Changes in maintenance dosage levels may not be reflected clinically or in the erythrocyte sedimentation rate for two to three months after each dosage adjustment.
Some patients will subsequently require an increase in the maintenance dosage to achieve maximal disease suppression. In those patients who do respond, but who evidence incomplete suppression of their disease after the first six to nine months of treatment, the daily dosage of DEPEN may be increased by 125 mg or 250 mg/day at three-month intervals. It is unusual in current practice to employ a dosage in excess of 1 g/day, but up to 1.5 g/day has sometimes been required.
Management of Exacerbations - During the course of treatment some patients may experience an exacerbation of disease activity following an initial good response. These may be self-limited and can subside within twelve weeks. They are usually controlled by the addition of nonsteroidal anti-inflammatory drugs, and only if the patient has demonstrated a true “escape” phenomenon (as evidenced by failure of the flare to subside within this time period) should an increase in the maintenance dose ordinarily be considered.
In the rheumatoid patient, migratory polyarthralgia due to penicillamine is extremely difficult to differentiate from an exacerbation of the rheumatoid arthritis. Discontinuance or a substantial reduction in the dosage of DEPEN for up to several weeks will usually determine which of these processes is responsible for the arthralgia.

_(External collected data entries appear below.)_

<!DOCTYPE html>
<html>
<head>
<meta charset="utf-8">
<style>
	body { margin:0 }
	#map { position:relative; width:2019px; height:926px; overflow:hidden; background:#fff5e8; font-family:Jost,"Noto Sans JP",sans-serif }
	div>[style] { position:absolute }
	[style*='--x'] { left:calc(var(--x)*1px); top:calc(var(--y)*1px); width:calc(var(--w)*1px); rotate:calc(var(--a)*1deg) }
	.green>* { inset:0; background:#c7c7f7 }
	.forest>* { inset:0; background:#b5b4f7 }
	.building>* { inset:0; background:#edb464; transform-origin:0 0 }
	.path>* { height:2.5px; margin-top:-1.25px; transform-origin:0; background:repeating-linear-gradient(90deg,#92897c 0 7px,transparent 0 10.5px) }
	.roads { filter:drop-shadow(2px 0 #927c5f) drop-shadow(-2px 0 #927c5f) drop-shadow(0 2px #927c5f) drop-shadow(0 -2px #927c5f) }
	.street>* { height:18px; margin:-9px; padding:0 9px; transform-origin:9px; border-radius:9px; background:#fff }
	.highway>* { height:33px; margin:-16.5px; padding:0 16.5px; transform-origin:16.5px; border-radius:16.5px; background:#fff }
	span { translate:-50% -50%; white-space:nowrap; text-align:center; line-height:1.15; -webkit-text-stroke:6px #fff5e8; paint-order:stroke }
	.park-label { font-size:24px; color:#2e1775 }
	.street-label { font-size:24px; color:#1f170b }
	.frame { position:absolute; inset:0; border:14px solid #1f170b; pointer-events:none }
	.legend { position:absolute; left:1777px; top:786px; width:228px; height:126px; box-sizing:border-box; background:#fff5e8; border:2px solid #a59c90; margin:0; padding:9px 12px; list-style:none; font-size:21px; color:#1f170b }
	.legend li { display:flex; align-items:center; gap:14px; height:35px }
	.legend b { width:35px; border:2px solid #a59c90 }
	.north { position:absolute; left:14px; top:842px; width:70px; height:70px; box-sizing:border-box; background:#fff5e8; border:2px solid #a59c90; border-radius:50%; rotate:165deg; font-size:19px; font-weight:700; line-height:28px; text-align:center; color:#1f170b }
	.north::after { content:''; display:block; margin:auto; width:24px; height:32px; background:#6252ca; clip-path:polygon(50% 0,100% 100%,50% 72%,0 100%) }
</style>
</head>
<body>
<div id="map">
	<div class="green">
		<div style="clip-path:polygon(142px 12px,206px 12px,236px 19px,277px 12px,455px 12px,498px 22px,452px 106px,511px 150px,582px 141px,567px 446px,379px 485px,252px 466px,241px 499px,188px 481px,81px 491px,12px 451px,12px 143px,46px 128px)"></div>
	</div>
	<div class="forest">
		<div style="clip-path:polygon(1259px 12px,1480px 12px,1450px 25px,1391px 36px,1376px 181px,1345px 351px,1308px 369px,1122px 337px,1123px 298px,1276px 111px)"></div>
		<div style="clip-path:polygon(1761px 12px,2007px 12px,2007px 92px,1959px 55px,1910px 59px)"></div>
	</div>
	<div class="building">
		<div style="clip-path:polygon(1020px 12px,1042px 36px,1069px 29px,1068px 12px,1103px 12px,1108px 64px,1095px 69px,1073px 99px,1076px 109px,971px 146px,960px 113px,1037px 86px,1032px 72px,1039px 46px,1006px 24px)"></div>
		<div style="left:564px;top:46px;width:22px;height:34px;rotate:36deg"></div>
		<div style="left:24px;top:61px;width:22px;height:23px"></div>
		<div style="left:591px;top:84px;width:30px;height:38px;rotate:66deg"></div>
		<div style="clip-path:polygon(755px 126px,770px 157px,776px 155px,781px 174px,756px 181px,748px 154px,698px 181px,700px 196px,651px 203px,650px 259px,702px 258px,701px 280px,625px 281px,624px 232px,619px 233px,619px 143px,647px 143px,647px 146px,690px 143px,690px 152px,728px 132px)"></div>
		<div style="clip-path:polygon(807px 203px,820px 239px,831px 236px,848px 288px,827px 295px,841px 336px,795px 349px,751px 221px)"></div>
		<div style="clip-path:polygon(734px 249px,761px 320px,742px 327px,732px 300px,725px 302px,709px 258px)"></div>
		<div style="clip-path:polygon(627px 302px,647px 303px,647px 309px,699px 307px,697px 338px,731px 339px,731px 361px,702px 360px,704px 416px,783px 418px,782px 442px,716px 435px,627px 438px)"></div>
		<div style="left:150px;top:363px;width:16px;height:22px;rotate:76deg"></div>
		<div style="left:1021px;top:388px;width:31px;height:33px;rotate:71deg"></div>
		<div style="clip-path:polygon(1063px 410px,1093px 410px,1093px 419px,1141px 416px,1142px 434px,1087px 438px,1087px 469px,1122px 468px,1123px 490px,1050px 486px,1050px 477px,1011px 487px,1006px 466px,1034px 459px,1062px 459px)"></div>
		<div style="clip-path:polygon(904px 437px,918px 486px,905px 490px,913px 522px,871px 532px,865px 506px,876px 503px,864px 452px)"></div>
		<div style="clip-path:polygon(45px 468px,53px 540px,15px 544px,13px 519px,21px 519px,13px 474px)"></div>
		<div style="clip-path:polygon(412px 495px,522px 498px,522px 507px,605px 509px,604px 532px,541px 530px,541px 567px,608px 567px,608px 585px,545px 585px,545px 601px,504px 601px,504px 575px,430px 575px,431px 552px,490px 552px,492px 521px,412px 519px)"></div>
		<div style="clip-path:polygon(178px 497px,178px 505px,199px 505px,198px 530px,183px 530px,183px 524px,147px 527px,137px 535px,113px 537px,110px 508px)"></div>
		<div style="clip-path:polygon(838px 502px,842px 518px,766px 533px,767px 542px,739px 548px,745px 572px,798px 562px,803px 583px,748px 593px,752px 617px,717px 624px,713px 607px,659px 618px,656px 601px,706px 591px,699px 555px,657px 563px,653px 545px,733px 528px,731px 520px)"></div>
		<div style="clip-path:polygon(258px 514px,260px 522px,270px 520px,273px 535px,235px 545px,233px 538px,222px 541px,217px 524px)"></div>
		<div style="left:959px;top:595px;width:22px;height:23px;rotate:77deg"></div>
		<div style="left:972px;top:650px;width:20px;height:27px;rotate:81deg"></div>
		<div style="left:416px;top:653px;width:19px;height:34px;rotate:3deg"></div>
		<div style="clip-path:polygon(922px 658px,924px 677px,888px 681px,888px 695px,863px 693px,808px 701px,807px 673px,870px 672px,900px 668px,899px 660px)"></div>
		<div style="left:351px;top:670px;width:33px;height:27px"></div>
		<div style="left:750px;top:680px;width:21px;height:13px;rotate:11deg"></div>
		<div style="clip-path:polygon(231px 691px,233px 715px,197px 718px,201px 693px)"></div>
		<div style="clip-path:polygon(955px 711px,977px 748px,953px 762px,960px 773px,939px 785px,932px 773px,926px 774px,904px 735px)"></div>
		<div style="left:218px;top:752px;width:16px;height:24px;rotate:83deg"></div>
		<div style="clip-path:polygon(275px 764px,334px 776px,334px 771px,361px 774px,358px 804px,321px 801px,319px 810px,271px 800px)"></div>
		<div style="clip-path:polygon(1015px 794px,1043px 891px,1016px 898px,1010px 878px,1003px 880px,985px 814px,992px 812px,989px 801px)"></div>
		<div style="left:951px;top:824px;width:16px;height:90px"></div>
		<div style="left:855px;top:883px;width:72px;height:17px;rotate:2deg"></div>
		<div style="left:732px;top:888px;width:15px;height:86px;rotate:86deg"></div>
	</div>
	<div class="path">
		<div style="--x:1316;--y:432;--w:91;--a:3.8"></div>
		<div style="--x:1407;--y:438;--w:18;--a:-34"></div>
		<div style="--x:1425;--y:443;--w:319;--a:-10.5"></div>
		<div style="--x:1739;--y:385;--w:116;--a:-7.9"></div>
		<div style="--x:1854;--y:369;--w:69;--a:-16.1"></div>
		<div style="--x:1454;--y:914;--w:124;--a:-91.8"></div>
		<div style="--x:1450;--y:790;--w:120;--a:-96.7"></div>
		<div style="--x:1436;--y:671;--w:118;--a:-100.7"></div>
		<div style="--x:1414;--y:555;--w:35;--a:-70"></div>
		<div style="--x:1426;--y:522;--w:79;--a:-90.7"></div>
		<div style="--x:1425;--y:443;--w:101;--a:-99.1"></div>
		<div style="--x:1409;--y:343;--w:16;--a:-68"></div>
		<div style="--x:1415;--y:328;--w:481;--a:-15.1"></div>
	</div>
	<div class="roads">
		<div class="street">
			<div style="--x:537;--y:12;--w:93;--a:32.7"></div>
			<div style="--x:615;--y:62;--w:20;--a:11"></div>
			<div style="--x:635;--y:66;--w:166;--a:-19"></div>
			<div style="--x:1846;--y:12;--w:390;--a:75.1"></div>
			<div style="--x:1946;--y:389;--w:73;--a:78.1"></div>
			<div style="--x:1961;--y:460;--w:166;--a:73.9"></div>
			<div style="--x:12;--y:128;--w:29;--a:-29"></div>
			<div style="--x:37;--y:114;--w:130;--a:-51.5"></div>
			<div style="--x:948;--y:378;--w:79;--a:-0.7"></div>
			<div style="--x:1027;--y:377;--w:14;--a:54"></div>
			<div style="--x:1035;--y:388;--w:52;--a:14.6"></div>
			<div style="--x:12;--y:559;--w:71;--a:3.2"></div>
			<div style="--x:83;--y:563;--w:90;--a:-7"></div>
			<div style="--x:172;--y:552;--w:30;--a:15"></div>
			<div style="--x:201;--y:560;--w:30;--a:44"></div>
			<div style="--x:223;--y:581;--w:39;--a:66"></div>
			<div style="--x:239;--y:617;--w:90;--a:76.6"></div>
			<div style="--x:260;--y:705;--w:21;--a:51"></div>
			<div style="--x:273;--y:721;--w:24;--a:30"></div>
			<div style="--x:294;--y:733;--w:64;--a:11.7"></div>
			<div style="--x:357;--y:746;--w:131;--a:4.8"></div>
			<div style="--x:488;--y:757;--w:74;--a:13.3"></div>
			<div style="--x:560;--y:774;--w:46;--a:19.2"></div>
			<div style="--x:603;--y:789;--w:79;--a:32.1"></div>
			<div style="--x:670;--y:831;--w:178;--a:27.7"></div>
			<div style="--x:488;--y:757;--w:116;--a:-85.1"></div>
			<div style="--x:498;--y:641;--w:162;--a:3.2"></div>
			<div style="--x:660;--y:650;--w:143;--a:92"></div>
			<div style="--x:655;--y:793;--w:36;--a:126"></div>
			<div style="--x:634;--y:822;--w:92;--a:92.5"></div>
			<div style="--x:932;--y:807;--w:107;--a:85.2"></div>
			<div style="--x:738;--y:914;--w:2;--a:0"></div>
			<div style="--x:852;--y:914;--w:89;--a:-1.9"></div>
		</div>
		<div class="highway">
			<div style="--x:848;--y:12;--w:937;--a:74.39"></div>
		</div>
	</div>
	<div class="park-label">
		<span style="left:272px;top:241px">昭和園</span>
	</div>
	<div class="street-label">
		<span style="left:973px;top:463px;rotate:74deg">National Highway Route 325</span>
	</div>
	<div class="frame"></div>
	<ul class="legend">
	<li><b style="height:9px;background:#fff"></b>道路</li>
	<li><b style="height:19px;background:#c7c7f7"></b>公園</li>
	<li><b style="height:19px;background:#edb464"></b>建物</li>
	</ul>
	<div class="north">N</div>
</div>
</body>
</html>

Duration of Therapy - The optimum duration of DEPEN therapy in rheumatoid arthritis has not been determined. If the patient has been in remission for six months or more, a gradual, stepwise dosage reduction in decrements of 125 mg or 250 mg/day at approximately three month intervals may be attempted.
Concomitant Drug Therapy - DEPEN should not be used in patients who are receiving gold therapy, anti-malarial or cytotoxic drugs, oxyphenbutazone, or phenylbutazone (see PRECAUTIONS). Other measures, such as salicylates, other nonsteroidal anti-inflammatory drugs or systemic corticosteroids may be continued when DEPEN is initiated. After improvement commences, analgesic and anti-inflammatory drugs may be slowly discontinued as symptoms permit. Steroid withdrawal must be done gradually, and many months of DEPEN treatment may be required before steroids can be completely eliminated.
Dosage Frequency - Based on clinical experience, dosages up to 500 mg/day can be given as a single daily dose. Dosages in excess of 500 mg/day should be administered in divided doses.